Garret Christensen, BITSS Project Scientist


Several great working papers on transparency and replication in economics have been released in the last few months. Two of them are intended for a symposium in The Journal of Economic Perspectives, to which I am very much looking forward, and are about pre-analysis plans. The first of these, by Muriel Niederle and Lucas Coffman, doesn’t pull any punches with its title: “Pre-Analysis Plans are not the Solution, Replication Might Be.” Niederle and Coffman claim that PAPs don’t decrease the rate of false positives sufficiently to be worth the effort, and that replication may be a better way to get at the truth. Some of their concern about PAPs stems from concerns about the assumption “[t]hat one published paper is the result of one pre-registered hypothesis, and that one pre-registered hypothesis corresponds to one experimental protocol. Neither can be guaranteed.” They’re also not crazy about design-based publications (or “registered reports“). They instead offer a proposal to get replication to take off, calling for the establishment of a Journal of Replication Studies, and for researchers to start citing replications, both positive and negative, whenever they cite an original work. They claim if these changes were made, researchers might begin to expect to see replications, and thus the value of writing and publishing them would increase.

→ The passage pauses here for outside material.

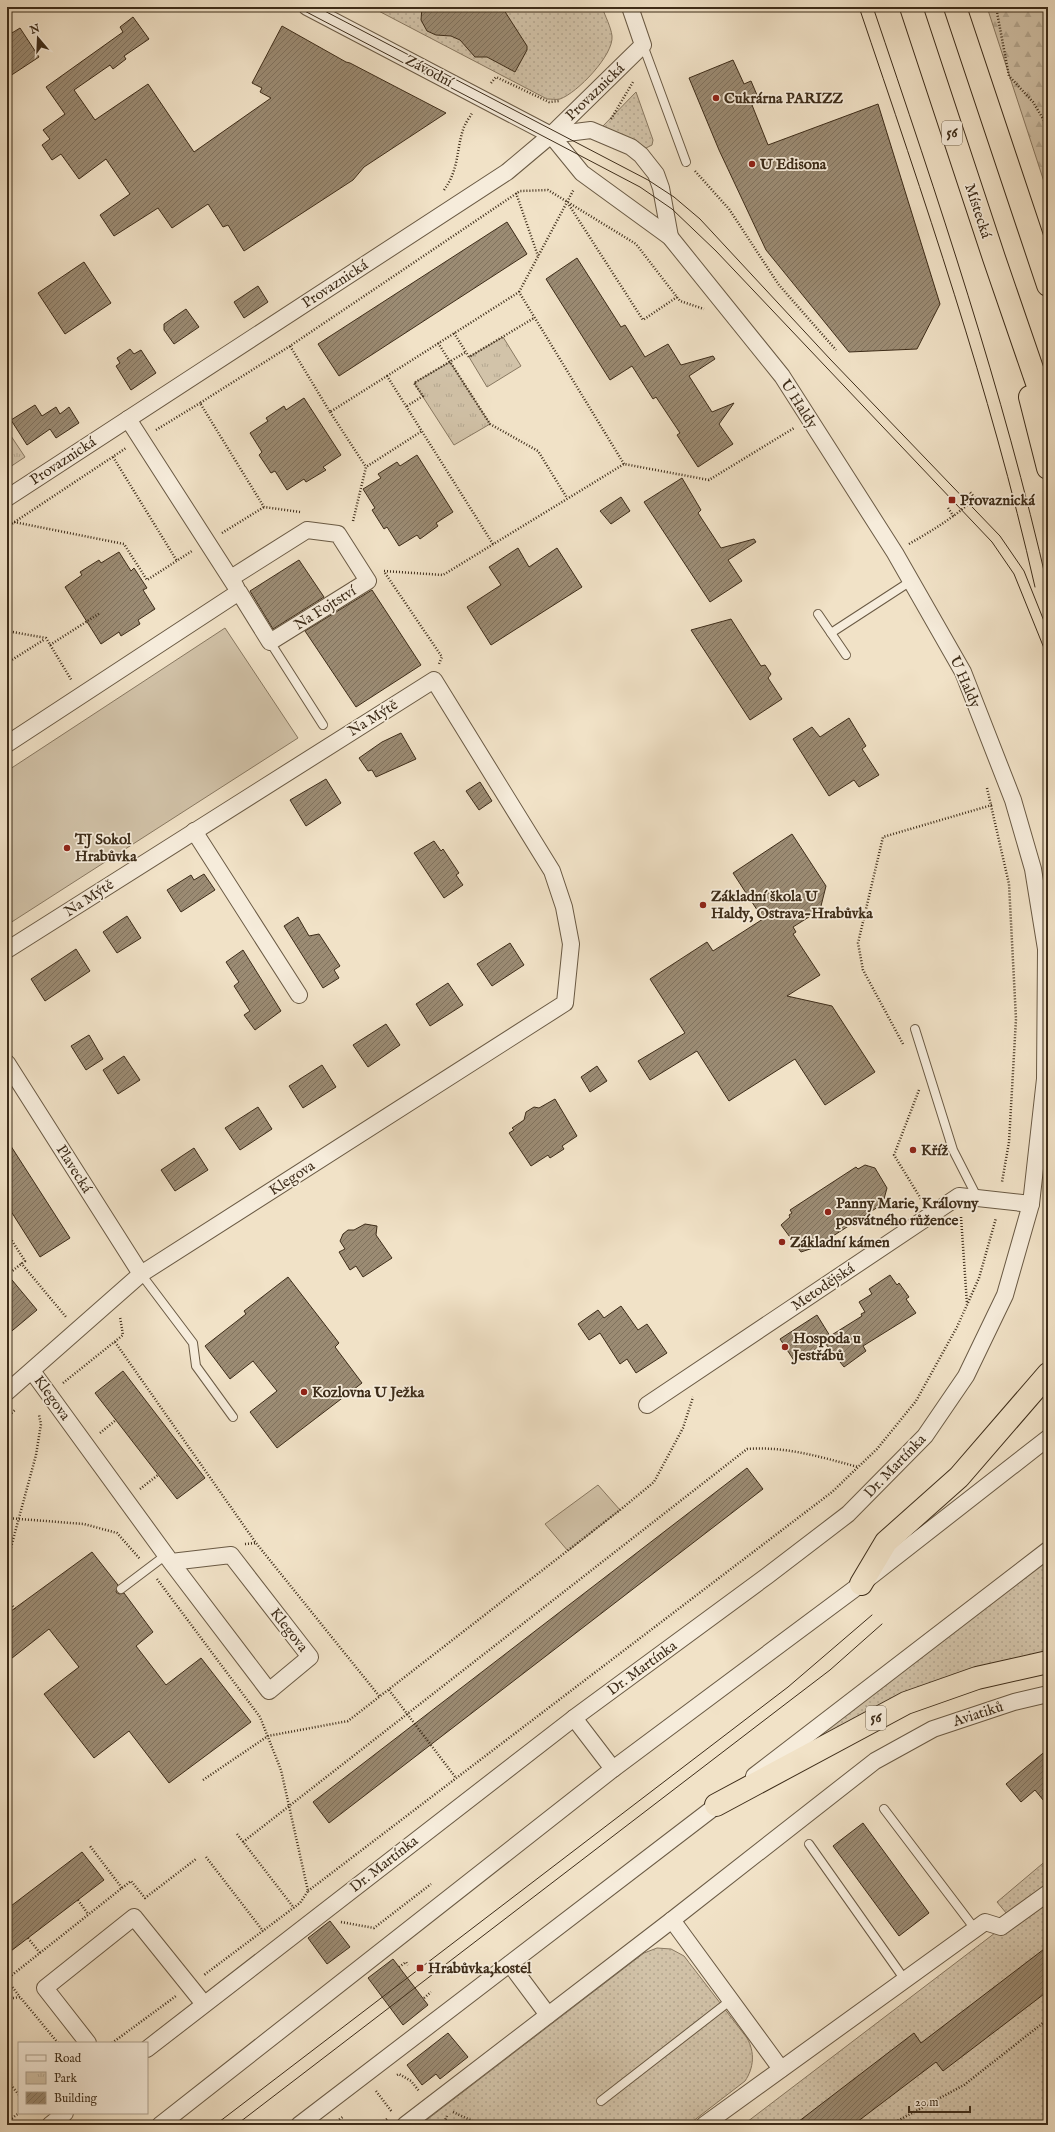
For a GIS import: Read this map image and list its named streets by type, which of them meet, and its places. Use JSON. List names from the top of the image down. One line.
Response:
{"streets":{"highway":["56","Místecká"],"street":["Závodní","Provaznická","U Haldy","Na Fojtství","Na Mýtě","Plavecká","Klegova","Metodějská","Dr. Martínka","Aviatiků"]},"crossings":[["Závodní","Provaznická"],["Závodní","U Haldy"],["Provaznická","U Haldy"],["56","Místecká"],["U Haldy","Dr. Martínka"],["Na Mýtě","Klegova"],["Plavecká","Klegova"]],"places":{"other":["Cukrárna PARIZZ","U Edisona","TJ Sokol Hrabůvka","Základní škola U Haldy, Ostrava-Hrabůvka","Kříž","Panny Marie, Královny posvátného růžence","Základní kámen","Hospoda u Jestřábů","Kozlovna U Ježka"],"transit":["Provaznická","Hrabůvka,kostel"]},"legend":["Road","Park","Building"],"scale_bar":"20 m","north":"top"}
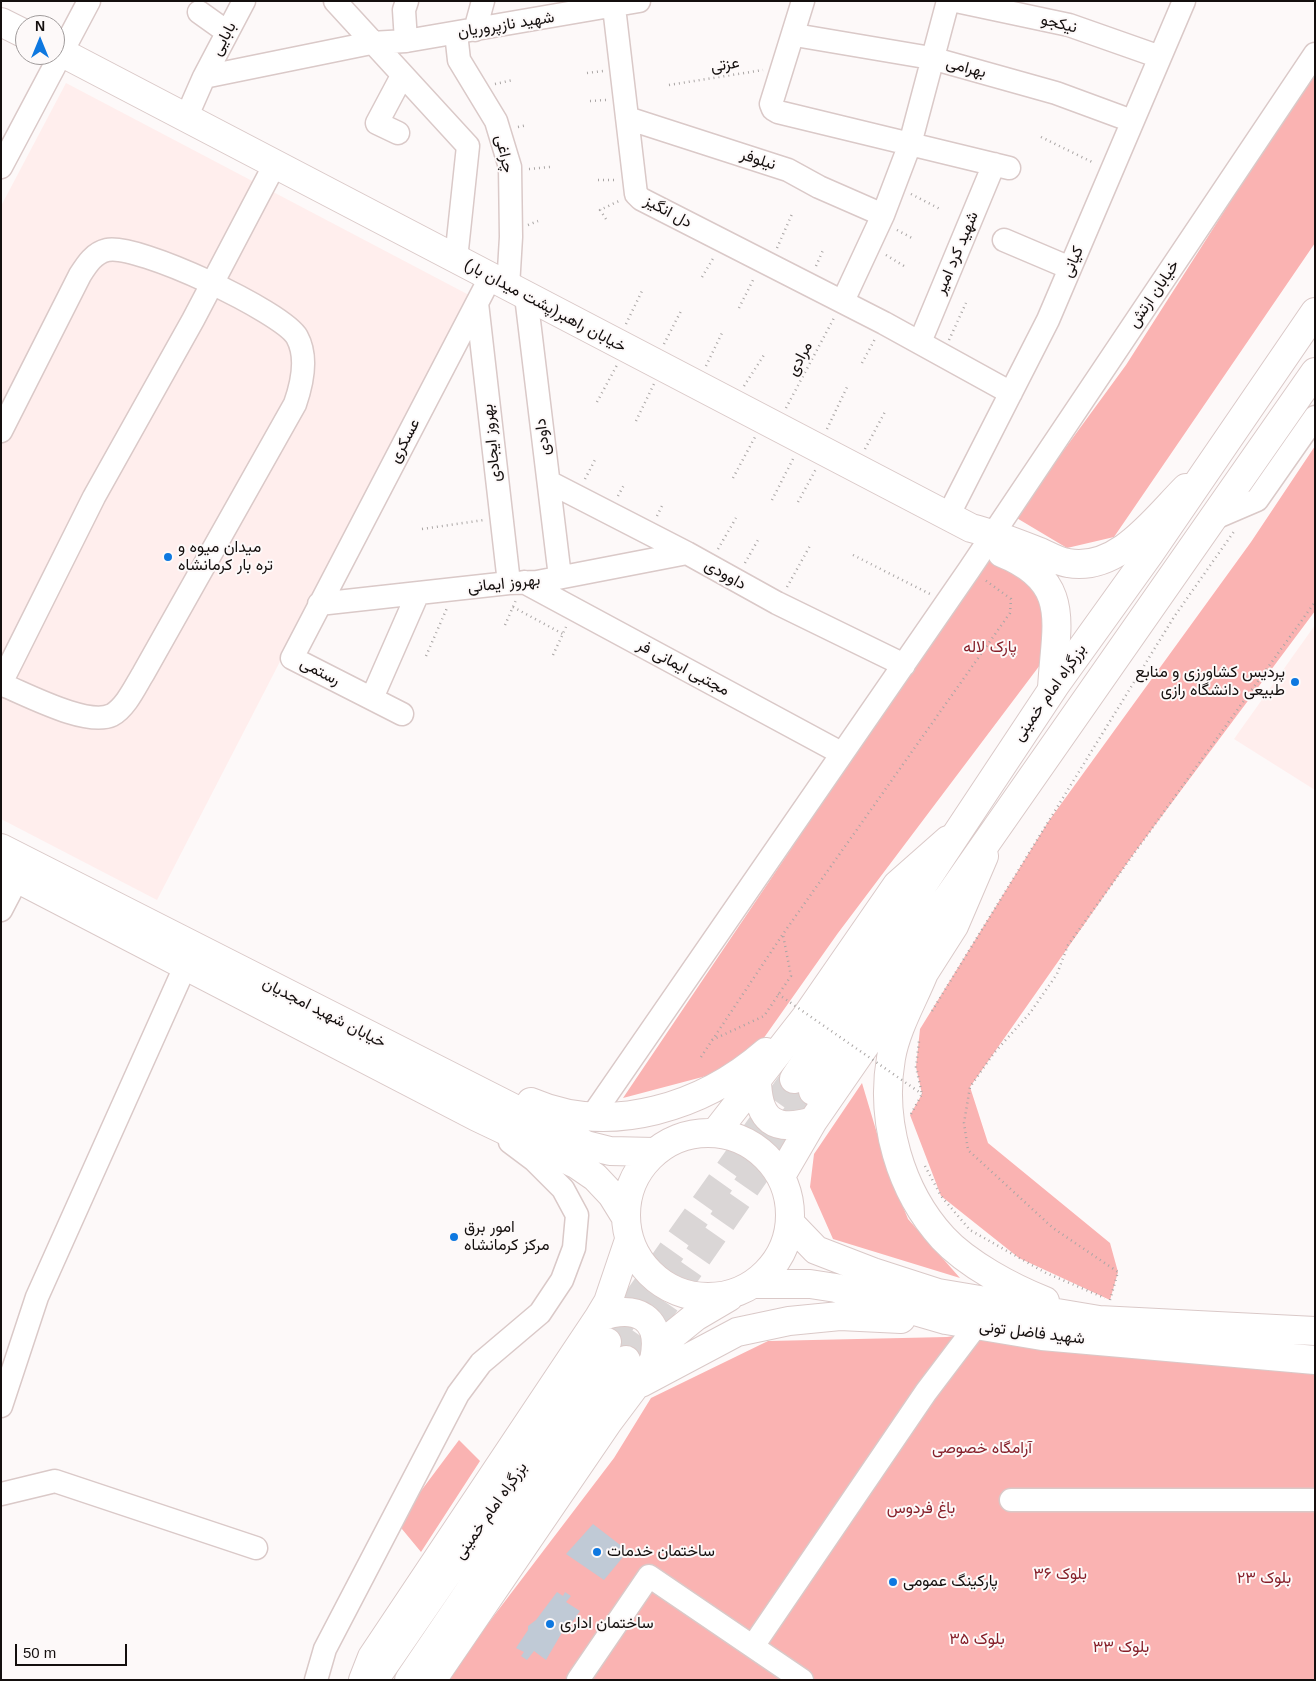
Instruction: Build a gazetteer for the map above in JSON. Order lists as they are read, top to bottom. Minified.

Another working paper on PAPs in economics, titled simply “Pre-Analysis Plans in Economics” was released recently by Ben Olken. Olken gives a lot of useful background on the origin on PAP and discusses in detail what should go into them. A reference I found particularly informative is “E9 Statistical Principles for Clinical Trials,” the FDA’s official guidance for trials, especially section V on Data Analysis Considerations. Obviously a lot of the transparency practices we’re trying to adopt in economics and social sciences come from medicine, so it’s nice to see the original source. He compares the benefits: increasing confidence in results, making full use of statistical power, and improving relationships with partners (governments or corporations that may have vested interests in the outcomes of trials), with the costs: complexity and the challenge of writing all possible papers in advance, PAPs pushing towards simple, less interesting papers with less nuance, and reducing the ability to learn ex-post about your data. He cites Brodeur et al to say the problem of false positives isn’t that large, and that with the exception of the trials involving parties with vested interests, the costs outweigh the benefits.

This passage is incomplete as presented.